American software subsidiary

Scene7 was an American on-demand rich media software company that provided document hosting and interactive publishing services such as online catalogs, targeted email, video, and image management. Scene7's technology allowed users to manipulate product images by zooming in and rotating products, simulating the inspection of merchandise in retail stores. Scene7 became a subsidiary of Adobe Publishing Systems in 2007, and in 2010 was folded into the Adobe Systems model.

The company, founded as a division of Autodesk, created a room decoration computer software called Picture This Home in the mid-1990s. The division was sold to Broderbund in 1998, then spun off as a company called GoodHome.com in June 1999. After GoodHome.com failed to become profitable, it was reorganized and renamed Scene7. It formally launched on January 23, 2001, and focused on helping companies prepare interactive advertisements for consumers. Adobe Systems acquired Scene7 in 2007 for an undisclosed sum.

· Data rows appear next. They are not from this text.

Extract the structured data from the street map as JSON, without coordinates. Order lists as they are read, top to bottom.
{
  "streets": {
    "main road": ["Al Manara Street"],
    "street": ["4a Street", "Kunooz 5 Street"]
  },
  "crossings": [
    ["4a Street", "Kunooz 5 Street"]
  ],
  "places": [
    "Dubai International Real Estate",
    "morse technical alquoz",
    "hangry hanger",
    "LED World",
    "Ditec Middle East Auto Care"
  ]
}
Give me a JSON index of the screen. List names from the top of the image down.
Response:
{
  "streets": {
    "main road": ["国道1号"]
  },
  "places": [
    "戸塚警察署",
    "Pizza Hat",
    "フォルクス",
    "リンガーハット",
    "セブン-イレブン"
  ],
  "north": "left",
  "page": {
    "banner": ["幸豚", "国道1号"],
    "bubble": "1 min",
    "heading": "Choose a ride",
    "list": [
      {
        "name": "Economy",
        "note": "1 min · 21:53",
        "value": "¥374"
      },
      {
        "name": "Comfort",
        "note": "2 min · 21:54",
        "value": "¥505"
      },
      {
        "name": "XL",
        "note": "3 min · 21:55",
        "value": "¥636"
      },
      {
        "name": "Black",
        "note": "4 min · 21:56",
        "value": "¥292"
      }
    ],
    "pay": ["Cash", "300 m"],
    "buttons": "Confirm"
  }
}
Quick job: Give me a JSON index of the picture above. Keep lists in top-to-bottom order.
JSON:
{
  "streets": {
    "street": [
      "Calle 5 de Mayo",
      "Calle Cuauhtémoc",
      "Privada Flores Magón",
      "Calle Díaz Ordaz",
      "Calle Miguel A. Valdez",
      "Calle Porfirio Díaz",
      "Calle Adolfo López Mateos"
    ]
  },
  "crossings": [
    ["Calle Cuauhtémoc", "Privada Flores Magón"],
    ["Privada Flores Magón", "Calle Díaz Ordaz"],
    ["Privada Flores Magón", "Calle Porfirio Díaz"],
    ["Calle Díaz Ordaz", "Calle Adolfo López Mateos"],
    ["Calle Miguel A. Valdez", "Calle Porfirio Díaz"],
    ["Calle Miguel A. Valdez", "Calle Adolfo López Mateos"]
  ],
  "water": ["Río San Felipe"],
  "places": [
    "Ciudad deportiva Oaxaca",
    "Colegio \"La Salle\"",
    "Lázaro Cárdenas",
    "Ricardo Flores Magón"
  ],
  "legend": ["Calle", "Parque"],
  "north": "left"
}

In 2010, Scene7 ceased to function as a subsidiary of Adobe Systems. Scene 7 was renamed Dynamic Media Classic Publishing System (SPS) and became part of the Adobe family of software products.

==Company==
A subsidiary of Adobe Systems, Scene7 provides document hosting and interactive publishing services, typically charging clients to convert catalog print files to interactive web pages. The company does most of its business in North America. Scene7 products rely on several Adobe products, including Adobe Photoshop, Adobe InDesign, Adobe Flash, Adobe Illustrator, and Adobe Flex; this relationship existed before Adobe purchased the company. Scene7 does not maintain any servers to host its services; instead, it uses a "pay as you grow" program that only requires it to pay for the resources that it uses.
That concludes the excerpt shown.